In each thread it roughly does something like:

do {
     csoundWaitThreadLockNoTimeout(userdata->lock);
} while (csoundPerformKsmps(userdata->csound) == 0);

.. and in the main thread:
while (csoundPerformKsmps(main) == 0) {
     csoundNotifyThreadLock(userdata1->lock);
     csoundNotifyThreadLock(userdata2->lock);
     /*
         calls to csoundGetAudioChannel and csoundSetAudioChannel
         using previously allocated buffers
     */
}

This does basically work, but at sr=48000, on Windows it only runs without audio dropouts with kr=12, and on Linux on the same machine, a kr about ten times that.
I'm new to multi-threading with audio, but it seems that the threadlock might not be able to wake quick enough to keep up with a higher kr (which I would like to try and achieve).
The more I've read about audio multithreading, the more I think this may be a dead end, so I'd be interested if anyone has any views and opinions.

I also considered (but haven't tried) using csoundPerformBuffer, but then while the threads may be synchronised, as the get/set audio works with ksmps, I couldn't think of any way that would help to exchange channels between the threads (perhaps audio could work with spin/spout, but k-rate channels would face the same thing).

thanks
RK

Csound mailing list
Csound@listserv.heanet.ie
https://listserv.heanet.ie/cgi-bin/wa?A0=CSOUND
Send bugs reports to
        Issues · csound/csound · GitHub
Discussions of bugs and features can be posted here

Your design is similar to the original design for multi-threading within Csound, which I did some work on.

It was never efficient enough.

The current design is more efficient, but it is still not really efficient enough.

You could modify your design by using lock-free FIFOs.
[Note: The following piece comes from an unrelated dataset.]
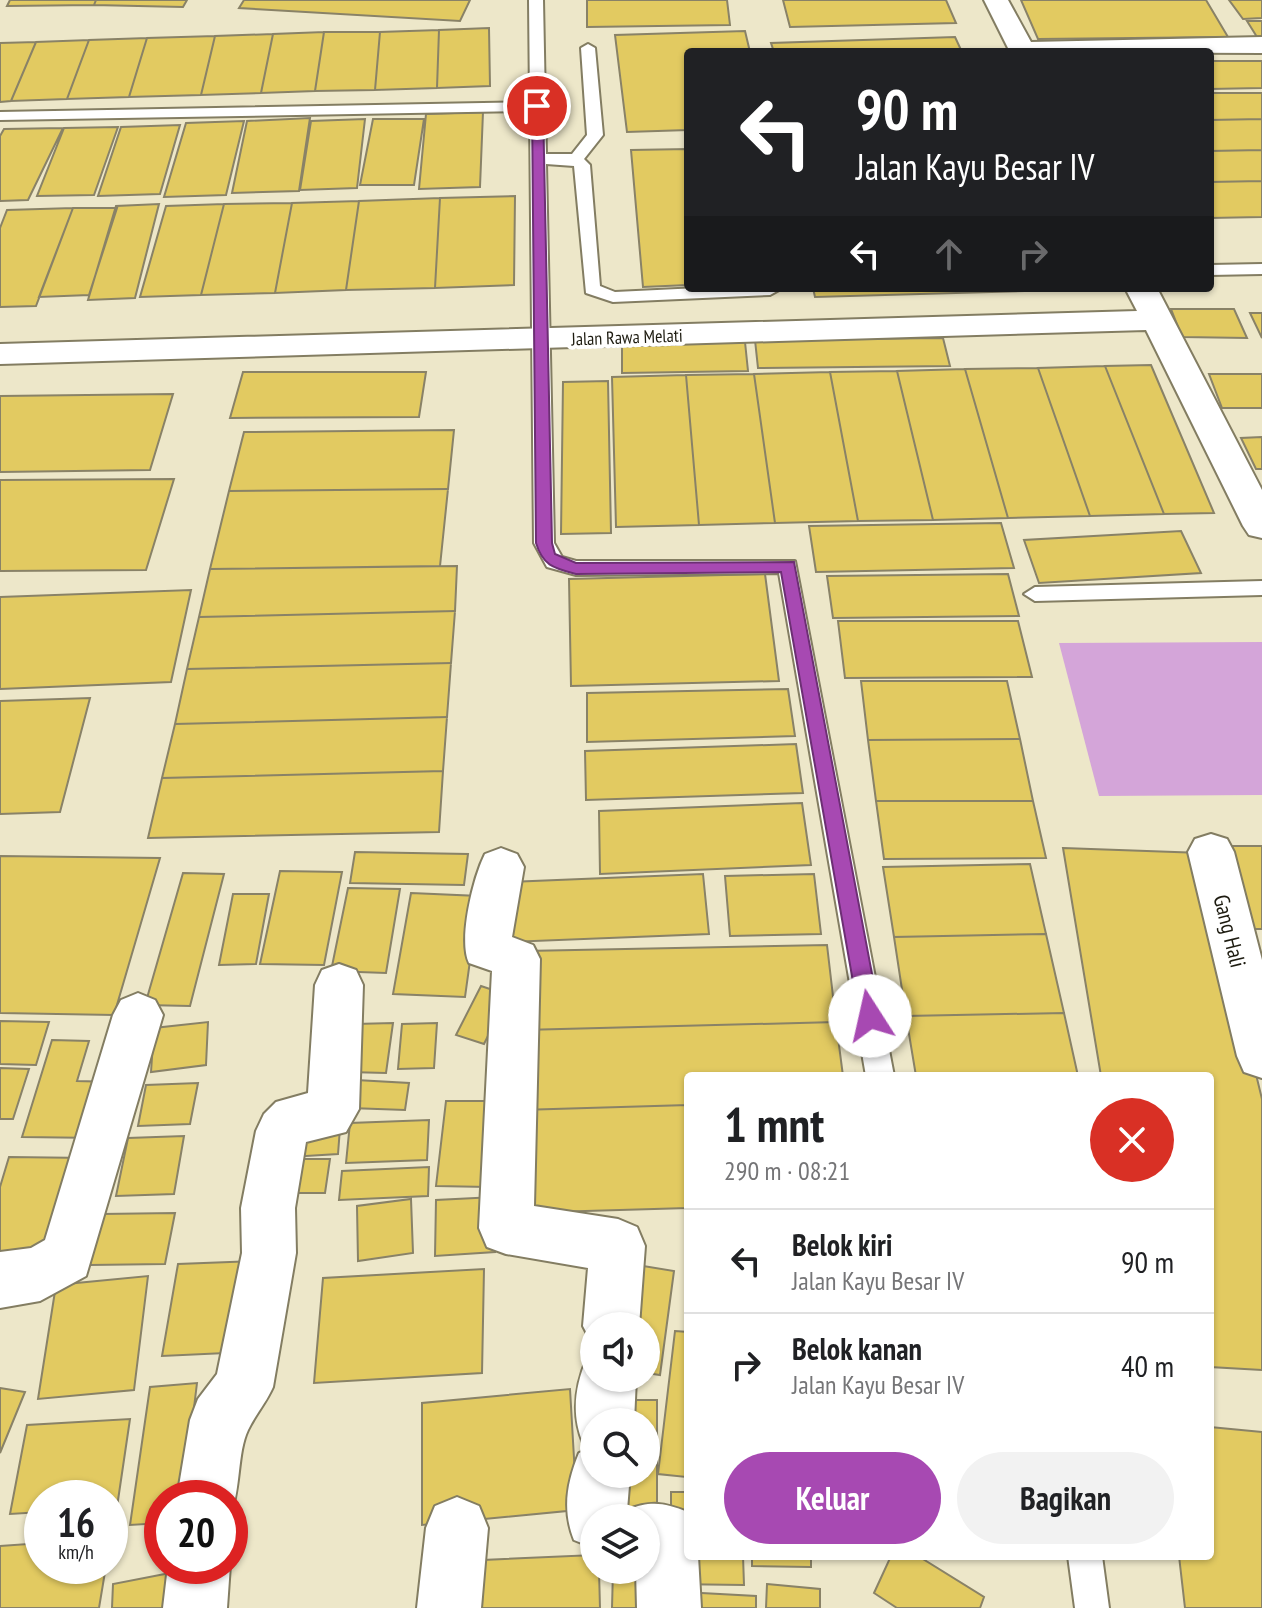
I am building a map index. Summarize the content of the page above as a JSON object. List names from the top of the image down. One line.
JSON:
{"streets":{"street":["Jalan Rawa Melati","Gang Hali"]},"page":{"turn":["90 m","Jalan Kayu Besar IV"],"heading":["1 mnt","290 m · 08:21"],"list":[{"name":"Belok kiri","note":"Jalan Kayu Besar IV","value":"90 m"},{"name":"Belok kanan","note":"Jalan Kayu Besar IV","value":"40 m"}],"buttons":["Keluar","Bagikan"],"speed":"16 km/h","limit":"20"}}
A master thread would receive events, channels, and audio and enqueue them in lock-free FIFOs. A number of worker threads would dequeue events, channels, and audio from these FIFOs, process this data, and enqueue the results in other lock-free FIFOs that the master thread would dequeue for output.

Possibly, the Csound channels could also be implemented as lock-free queues.

The csound_threaded.hpp class in the Csound source code enables a single instance of Csound to run in a separate thread. It uses a FIFO to receive events from the host. It might be a starting point for such a design.

I am dubious about the ultimate efficiency of this approach. Csound is a very challenging case for multi-threading. There are all kinds of overhead that end up causing swapping in and out of cache. The FIFOs themselves would almost certainly be efficient enough, the problem would be swapping Csound code and data in and out of cache. But in my experience, you never know until you actually code and test it.

I would advise consulting with John ffitch and working with the existing design before trying to come up with a new one.

Regards,
Mike

Thank you, some really useful insights there.

Threaded audio is certainly more challenging than I anticipated, I thought there might a ‘quick win’ for some simple specific cases with the design I was trying, maybe not. However it is worth saying the basic test I’ve done with three threads exchanging channels with the API does seem to perform better across cores than the equivalent in Csound with -j3 (albeit, also using channels) , at the same (low) kr, but it is an extremely specific case.

I’ll have a look at the lock-free options, csound_threaded.hpp and revisit John ffitch’s papers on multicore/parallel processing, which will likely make more sense to me now having dipped my toe in a bit.